■ Provided data ■
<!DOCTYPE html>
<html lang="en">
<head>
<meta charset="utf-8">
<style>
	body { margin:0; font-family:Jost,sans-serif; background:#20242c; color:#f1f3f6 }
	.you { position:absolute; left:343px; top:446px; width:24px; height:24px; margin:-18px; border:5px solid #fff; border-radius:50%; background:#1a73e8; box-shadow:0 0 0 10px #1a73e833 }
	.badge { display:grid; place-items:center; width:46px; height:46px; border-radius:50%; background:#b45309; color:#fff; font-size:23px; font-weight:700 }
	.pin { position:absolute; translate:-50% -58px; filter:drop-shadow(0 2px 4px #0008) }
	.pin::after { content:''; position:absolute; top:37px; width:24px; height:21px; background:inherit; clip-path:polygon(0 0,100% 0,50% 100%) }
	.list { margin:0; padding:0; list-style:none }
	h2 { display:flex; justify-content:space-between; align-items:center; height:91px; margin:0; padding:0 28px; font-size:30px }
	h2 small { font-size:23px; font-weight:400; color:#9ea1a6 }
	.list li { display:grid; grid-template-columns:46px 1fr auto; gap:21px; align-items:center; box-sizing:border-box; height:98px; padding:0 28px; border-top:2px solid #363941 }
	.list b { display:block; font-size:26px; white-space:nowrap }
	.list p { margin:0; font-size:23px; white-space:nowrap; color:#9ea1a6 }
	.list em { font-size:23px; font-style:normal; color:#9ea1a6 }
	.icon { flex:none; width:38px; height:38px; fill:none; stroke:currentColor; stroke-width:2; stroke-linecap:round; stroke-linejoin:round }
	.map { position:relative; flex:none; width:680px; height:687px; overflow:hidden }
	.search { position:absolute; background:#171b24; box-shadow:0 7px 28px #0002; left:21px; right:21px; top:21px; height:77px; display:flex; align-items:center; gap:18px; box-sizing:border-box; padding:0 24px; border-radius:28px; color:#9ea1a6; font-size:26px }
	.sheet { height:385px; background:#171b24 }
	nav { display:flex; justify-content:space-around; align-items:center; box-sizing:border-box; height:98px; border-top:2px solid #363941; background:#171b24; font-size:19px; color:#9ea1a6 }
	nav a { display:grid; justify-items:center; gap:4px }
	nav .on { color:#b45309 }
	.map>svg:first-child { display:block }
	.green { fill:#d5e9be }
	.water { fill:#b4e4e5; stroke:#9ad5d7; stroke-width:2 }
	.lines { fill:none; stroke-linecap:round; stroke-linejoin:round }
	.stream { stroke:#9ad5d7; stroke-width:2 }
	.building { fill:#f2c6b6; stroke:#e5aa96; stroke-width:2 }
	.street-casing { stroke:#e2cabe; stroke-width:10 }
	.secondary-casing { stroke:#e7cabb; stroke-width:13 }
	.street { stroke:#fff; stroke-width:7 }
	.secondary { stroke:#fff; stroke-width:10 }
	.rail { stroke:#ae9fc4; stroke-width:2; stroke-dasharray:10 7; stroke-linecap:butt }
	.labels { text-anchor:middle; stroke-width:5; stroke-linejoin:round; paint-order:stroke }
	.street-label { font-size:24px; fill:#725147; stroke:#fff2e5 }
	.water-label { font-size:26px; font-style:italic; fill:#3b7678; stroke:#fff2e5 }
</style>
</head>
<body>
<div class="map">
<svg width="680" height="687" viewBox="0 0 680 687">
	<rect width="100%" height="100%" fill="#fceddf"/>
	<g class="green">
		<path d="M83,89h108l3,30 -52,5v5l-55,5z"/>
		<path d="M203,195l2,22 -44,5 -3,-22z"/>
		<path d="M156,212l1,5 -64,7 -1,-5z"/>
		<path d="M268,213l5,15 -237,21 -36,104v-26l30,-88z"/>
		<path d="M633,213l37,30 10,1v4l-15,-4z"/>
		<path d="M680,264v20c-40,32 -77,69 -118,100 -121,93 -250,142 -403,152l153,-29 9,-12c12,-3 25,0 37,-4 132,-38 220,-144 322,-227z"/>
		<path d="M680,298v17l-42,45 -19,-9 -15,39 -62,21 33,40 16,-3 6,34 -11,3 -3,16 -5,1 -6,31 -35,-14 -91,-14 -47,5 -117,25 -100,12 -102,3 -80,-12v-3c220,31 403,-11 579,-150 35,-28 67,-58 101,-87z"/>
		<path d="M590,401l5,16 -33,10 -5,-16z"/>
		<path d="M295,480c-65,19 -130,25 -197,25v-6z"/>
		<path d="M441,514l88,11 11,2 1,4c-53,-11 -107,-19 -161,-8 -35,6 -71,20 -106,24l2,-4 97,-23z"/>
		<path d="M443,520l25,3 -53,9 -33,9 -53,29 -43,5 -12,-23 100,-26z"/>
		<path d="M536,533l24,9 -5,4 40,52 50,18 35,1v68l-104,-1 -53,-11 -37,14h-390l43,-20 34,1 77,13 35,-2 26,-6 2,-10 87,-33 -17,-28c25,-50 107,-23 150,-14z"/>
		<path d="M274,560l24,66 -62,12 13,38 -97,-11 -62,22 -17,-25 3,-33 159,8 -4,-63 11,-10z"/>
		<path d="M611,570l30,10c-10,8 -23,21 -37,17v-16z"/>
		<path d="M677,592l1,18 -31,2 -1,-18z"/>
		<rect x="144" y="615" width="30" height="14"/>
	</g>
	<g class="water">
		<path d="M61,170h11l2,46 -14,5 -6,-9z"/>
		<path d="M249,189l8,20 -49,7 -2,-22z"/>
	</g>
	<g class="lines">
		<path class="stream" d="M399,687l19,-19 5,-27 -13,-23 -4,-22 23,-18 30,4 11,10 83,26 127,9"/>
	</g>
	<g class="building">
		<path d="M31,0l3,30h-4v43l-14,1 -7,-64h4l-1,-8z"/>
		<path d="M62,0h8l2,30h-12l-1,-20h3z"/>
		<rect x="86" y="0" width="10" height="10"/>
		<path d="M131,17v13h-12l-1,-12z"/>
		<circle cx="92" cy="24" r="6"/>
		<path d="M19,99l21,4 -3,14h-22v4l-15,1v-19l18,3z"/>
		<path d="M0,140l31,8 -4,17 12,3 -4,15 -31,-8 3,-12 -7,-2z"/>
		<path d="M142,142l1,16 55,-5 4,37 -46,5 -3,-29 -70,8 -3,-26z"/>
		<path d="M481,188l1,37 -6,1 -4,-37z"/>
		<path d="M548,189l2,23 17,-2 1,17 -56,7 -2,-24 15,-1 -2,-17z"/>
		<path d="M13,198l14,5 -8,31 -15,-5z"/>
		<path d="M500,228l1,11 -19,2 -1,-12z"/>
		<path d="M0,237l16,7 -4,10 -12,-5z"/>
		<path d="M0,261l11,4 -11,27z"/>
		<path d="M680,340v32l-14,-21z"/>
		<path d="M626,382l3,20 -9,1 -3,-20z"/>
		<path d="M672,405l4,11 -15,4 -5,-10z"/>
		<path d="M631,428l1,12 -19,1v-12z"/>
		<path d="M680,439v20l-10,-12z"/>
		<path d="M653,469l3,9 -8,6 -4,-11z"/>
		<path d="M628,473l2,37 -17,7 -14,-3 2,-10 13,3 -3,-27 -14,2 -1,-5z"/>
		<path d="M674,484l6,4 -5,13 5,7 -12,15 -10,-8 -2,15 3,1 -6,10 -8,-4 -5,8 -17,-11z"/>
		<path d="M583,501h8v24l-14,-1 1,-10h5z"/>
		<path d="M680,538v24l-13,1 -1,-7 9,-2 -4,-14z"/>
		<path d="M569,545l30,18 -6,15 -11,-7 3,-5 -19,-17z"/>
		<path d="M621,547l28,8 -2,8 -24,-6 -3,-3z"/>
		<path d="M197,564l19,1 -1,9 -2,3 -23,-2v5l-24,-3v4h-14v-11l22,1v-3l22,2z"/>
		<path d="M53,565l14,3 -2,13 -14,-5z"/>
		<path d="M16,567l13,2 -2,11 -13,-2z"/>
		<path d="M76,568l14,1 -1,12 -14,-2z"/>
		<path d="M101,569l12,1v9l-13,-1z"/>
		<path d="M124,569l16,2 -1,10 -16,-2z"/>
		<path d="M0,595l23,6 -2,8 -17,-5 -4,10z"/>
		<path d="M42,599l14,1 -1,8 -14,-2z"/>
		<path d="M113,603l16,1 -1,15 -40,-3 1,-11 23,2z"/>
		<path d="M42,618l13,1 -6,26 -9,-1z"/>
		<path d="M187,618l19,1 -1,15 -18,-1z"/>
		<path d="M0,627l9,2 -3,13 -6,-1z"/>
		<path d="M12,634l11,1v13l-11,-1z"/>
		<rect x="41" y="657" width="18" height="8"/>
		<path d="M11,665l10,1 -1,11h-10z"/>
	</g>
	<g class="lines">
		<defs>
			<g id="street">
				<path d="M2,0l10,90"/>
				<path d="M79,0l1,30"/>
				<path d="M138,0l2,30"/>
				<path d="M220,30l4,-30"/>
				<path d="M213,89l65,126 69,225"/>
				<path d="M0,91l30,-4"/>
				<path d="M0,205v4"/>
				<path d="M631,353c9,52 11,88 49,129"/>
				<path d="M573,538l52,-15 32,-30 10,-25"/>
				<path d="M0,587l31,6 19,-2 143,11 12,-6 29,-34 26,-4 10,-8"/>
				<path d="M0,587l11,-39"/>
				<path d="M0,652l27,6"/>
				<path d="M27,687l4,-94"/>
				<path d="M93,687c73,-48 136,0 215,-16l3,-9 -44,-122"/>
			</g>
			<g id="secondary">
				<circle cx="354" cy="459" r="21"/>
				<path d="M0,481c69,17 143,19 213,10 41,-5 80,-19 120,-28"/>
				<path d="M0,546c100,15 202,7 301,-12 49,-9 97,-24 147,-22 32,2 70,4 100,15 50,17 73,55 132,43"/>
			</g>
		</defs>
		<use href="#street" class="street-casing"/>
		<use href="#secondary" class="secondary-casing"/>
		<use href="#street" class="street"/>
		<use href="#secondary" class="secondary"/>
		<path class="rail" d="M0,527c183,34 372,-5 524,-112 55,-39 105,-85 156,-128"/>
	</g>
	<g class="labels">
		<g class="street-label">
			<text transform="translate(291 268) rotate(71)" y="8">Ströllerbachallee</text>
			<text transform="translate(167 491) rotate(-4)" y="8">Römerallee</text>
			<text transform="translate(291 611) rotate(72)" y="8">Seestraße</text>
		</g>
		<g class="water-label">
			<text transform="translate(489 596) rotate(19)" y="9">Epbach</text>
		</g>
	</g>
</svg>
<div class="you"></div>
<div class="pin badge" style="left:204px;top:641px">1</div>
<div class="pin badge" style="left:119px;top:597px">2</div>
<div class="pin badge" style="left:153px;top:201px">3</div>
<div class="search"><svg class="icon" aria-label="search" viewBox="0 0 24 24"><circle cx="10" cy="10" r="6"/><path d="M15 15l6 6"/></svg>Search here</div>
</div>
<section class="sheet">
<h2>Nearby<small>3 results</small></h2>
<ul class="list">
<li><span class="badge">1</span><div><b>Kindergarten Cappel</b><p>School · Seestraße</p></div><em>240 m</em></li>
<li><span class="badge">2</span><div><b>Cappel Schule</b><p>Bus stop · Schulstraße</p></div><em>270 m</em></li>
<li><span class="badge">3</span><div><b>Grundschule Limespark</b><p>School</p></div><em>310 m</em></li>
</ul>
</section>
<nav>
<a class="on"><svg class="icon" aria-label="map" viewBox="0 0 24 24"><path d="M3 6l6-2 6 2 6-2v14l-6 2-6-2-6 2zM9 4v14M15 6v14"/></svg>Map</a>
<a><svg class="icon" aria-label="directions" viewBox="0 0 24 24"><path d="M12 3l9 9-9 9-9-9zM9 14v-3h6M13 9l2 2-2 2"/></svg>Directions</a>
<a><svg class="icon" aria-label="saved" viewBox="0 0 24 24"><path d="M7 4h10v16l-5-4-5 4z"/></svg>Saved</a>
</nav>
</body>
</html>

■ Work instruction ■
The lines above, from the start of the records through the one containing "position:absolute; translate:-50% -58px;", are to be printed exactly, and nothing else is to be included.

■ Solved exercise ■
<!DOCTYPE html>
<html lang="en">
<head>
<meta charset="utf-8">
<style>
	body { margin:0; font-family:Jost,sans-serif; background:#20242c; color:#f1f3f6 }
	.you { position:absolute; left:343px; top:446px; width:24px; height:24px; margin:-18px; border:5px solid #fff; border-radius:50%; background:#1a73e8; box-shadow:0 0 0 10px #1a73e833 }
	.badge { display:grid; place-items:center; width:46px; height:46px; border-radius:50%; background:#b45309; color:#fff; font-size:23px; font-weight:700 }
	.pin { position:absolute; translate:-50% -58px; filter:drop-shadow(0 2px 4px #0008) }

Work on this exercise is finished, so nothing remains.